* _AIM OF THE EXERCISE_
Leaving out every picture, retype the lines below from the top through the one that contains "position:relative; width:512px; height:2276px;".

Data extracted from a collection

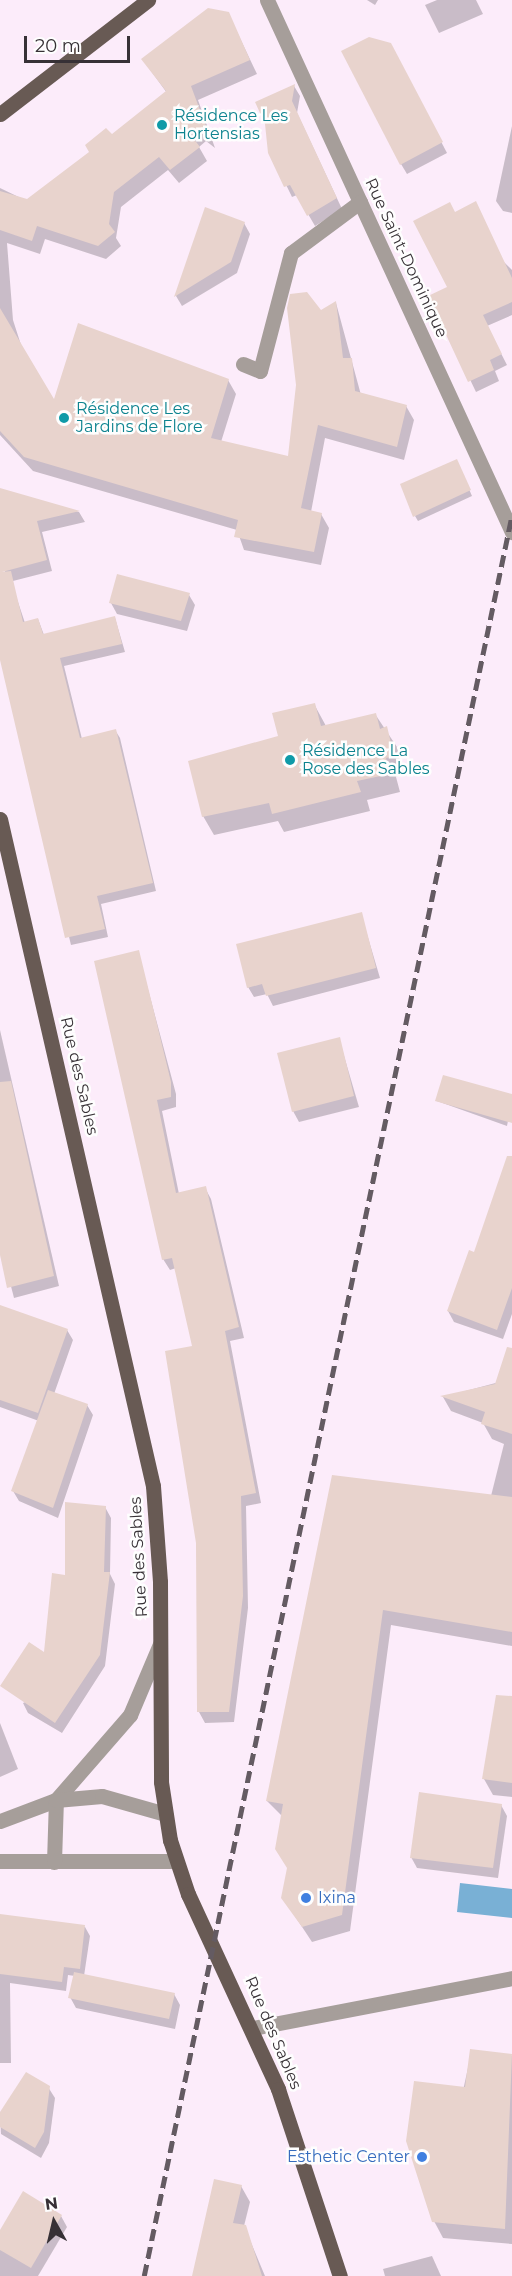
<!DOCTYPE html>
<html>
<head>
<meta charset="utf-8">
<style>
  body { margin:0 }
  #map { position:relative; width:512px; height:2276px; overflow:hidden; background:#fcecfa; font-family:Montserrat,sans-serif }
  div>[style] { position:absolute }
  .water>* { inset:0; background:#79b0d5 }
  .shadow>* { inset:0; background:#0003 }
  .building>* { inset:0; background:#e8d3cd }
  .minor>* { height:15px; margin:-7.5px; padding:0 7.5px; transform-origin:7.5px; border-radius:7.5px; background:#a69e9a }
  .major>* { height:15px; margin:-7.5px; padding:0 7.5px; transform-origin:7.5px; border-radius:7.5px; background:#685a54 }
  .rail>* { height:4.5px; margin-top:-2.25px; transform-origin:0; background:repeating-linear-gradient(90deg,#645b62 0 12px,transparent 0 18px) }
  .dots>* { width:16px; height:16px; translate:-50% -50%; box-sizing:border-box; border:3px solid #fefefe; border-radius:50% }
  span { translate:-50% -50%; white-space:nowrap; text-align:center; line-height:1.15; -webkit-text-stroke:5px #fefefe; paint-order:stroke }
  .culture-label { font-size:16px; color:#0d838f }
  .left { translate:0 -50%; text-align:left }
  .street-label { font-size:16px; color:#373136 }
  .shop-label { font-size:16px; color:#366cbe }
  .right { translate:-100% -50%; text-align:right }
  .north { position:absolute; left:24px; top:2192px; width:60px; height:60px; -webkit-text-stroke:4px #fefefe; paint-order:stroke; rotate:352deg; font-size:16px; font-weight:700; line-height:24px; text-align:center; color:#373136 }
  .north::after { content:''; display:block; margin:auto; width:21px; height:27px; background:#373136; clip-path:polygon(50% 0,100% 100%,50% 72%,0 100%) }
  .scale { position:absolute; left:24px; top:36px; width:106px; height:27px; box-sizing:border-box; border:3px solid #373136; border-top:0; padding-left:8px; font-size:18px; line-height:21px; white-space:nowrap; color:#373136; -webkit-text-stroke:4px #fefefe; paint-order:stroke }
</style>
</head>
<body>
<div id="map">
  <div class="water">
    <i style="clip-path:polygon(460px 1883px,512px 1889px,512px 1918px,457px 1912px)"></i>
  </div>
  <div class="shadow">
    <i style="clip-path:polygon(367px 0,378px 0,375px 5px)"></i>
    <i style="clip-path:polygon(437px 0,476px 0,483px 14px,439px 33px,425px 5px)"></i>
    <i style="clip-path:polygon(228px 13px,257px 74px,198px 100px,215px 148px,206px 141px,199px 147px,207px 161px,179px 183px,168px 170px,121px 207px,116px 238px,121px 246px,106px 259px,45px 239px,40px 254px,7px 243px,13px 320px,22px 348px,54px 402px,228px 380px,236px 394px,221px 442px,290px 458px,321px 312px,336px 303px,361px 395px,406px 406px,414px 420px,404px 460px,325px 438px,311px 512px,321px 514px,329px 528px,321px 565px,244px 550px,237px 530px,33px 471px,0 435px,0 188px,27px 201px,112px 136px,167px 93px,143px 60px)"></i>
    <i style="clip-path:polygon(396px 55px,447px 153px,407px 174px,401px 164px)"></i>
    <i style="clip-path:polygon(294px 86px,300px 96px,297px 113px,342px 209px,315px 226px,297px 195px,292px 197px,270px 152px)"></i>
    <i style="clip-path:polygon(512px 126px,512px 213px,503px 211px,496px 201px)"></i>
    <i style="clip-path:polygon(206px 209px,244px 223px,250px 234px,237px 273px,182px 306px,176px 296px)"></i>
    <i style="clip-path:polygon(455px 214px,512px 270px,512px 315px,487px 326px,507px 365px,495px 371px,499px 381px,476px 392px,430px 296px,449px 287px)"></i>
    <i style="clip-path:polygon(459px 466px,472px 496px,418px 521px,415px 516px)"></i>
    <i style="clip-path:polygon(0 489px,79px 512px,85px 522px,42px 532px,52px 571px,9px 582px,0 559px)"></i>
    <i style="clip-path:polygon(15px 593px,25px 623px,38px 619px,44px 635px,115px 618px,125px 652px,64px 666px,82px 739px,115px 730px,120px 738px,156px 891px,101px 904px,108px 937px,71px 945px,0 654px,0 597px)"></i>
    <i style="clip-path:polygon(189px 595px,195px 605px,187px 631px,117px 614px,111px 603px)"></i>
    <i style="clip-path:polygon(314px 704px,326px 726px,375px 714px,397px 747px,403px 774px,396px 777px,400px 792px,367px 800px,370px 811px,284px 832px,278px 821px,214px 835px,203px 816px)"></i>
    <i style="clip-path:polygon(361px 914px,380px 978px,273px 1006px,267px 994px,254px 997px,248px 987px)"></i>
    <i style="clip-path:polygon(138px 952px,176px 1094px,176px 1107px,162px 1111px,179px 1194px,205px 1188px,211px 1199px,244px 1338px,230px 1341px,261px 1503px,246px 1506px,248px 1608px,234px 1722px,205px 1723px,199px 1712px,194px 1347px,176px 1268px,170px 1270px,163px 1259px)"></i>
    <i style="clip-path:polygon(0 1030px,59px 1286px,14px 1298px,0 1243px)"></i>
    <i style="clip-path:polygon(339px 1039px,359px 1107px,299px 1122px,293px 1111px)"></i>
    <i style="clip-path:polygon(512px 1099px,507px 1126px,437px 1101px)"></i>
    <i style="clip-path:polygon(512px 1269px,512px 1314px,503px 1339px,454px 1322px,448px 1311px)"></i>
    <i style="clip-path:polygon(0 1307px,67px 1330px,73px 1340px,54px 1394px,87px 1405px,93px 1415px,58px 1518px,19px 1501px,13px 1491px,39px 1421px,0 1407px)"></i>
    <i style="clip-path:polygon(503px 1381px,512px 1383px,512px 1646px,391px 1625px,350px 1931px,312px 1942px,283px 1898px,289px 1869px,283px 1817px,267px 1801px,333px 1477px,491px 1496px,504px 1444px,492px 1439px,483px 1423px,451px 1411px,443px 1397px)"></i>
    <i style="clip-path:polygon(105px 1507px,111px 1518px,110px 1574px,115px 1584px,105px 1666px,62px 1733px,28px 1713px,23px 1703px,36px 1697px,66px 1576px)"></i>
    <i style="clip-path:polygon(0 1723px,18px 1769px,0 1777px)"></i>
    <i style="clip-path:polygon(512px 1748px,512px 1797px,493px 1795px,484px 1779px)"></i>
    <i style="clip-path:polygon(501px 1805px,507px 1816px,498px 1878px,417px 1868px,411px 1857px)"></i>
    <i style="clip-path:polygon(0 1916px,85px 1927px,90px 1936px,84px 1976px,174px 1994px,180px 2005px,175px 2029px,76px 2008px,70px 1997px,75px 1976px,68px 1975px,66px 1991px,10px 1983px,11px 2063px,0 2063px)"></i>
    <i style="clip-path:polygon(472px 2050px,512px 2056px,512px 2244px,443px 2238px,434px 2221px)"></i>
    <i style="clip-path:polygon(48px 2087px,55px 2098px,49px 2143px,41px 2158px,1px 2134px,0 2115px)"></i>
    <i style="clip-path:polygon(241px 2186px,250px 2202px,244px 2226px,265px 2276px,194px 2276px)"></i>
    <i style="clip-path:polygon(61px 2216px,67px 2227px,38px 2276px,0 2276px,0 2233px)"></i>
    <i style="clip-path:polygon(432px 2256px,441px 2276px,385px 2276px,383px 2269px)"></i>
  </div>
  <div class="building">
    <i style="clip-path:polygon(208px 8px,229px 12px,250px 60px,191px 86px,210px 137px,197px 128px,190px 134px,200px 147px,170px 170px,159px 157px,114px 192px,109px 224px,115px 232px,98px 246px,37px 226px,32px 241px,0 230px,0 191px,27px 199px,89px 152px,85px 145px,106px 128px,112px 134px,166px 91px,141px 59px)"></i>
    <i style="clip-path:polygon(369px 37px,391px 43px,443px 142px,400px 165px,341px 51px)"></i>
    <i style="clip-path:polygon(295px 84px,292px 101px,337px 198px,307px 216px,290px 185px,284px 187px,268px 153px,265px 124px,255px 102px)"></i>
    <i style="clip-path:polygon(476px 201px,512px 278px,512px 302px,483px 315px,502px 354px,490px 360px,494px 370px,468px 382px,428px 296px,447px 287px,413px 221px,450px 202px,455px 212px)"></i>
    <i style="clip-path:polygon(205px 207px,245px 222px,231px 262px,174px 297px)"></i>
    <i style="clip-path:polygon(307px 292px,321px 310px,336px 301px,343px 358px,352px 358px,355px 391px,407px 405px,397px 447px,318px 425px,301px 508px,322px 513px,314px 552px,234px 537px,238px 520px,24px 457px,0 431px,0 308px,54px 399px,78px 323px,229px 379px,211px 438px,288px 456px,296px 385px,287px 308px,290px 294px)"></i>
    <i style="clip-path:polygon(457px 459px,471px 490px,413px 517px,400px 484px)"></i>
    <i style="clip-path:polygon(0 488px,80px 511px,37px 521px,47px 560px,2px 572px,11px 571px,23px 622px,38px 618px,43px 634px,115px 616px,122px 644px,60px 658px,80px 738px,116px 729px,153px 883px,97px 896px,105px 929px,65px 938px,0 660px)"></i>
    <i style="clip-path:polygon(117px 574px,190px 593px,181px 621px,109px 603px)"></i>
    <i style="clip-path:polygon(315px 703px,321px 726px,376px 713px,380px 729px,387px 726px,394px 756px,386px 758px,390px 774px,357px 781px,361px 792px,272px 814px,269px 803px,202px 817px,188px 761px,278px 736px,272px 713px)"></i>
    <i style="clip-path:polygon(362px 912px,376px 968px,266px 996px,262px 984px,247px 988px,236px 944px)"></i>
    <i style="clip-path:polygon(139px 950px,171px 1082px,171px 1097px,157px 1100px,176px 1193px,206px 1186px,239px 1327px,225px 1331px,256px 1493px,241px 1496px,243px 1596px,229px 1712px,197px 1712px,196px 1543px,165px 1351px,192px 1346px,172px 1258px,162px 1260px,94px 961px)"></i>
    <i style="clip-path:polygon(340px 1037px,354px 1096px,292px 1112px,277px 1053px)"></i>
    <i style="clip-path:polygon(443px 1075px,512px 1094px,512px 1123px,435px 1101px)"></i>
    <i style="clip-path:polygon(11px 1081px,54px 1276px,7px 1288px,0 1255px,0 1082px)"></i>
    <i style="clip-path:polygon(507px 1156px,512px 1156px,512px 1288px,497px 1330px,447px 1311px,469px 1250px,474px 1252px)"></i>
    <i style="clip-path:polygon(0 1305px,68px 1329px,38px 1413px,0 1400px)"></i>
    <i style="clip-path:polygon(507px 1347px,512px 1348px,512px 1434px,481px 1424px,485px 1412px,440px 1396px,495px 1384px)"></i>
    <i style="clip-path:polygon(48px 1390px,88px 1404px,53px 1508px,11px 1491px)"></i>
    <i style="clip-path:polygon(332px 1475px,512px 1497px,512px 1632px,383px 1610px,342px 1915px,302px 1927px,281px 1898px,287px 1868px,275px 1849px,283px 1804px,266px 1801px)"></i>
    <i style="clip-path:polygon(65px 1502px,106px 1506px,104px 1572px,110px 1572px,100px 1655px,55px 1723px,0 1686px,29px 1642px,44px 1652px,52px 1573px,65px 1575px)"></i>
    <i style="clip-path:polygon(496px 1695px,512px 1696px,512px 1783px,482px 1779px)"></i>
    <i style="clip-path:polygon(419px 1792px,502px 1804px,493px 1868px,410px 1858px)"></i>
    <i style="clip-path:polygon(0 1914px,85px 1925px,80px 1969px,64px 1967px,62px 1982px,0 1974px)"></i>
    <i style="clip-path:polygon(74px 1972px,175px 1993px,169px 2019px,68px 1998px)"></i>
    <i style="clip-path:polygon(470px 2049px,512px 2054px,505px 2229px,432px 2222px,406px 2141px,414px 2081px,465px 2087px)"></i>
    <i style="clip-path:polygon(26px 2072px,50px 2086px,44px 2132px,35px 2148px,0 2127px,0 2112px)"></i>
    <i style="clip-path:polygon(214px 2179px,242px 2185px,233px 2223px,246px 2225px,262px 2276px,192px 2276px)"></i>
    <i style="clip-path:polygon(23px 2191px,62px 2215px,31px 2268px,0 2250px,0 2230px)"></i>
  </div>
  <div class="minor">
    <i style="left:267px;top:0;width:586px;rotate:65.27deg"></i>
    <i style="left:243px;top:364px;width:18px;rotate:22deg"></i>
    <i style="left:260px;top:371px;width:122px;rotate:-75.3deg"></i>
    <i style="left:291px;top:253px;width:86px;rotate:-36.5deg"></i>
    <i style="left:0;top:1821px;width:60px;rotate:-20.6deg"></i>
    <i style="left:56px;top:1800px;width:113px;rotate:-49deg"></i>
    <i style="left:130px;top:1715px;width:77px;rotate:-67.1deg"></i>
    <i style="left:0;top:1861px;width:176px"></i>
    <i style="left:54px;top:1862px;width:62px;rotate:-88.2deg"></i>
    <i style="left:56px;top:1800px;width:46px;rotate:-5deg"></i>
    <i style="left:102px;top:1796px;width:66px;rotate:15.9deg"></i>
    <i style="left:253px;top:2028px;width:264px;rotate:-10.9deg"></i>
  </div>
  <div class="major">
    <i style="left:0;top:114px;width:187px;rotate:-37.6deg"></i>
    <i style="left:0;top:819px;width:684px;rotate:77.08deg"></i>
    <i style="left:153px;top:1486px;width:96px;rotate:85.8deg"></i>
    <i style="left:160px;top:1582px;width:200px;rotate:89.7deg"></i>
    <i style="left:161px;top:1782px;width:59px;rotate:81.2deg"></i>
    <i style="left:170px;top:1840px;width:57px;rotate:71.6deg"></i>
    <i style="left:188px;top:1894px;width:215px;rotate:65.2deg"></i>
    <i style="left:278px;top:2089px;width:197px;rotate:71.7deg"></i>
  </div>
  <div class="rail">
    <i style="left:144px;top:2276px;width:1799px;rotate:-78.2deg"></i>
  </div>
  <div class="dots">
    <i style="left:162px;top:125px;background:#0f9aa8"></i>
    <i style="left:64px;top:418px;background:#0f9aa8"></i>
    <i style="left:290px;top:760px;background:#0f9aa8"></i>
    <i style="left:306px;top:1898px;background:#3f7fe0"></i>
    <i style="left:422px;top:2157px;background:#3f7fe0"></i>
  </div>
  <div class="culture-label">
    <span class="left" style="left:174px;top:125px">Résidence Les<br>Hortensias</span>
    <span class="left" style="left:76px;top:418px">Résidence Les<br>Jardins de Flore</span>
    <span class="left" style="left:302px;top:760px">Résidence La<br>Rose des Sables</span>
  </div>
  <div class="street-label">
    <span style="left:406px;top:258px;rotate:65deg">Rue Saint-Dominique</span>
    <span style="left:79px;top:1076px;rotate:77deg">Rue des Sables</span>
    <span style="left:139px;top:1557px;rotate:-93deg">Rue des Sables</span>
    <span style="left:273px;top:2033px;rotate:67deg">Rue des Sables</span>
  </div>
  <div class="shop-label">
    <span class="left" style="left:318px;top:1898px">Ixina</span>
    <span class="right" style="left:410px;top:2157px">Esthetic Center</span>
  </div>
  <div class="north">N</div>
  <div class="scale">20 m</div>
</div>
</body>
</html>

* _REPLY_
<!DOCTYPE html>
<html>
<head>
<meta charset="utf-8">
<style>
  body { margin:0 }
  #map { position:relative; width:512px; height:2276px; overflow:hidden; background:#fcecfa; font-family:Montserrat,sans-serif }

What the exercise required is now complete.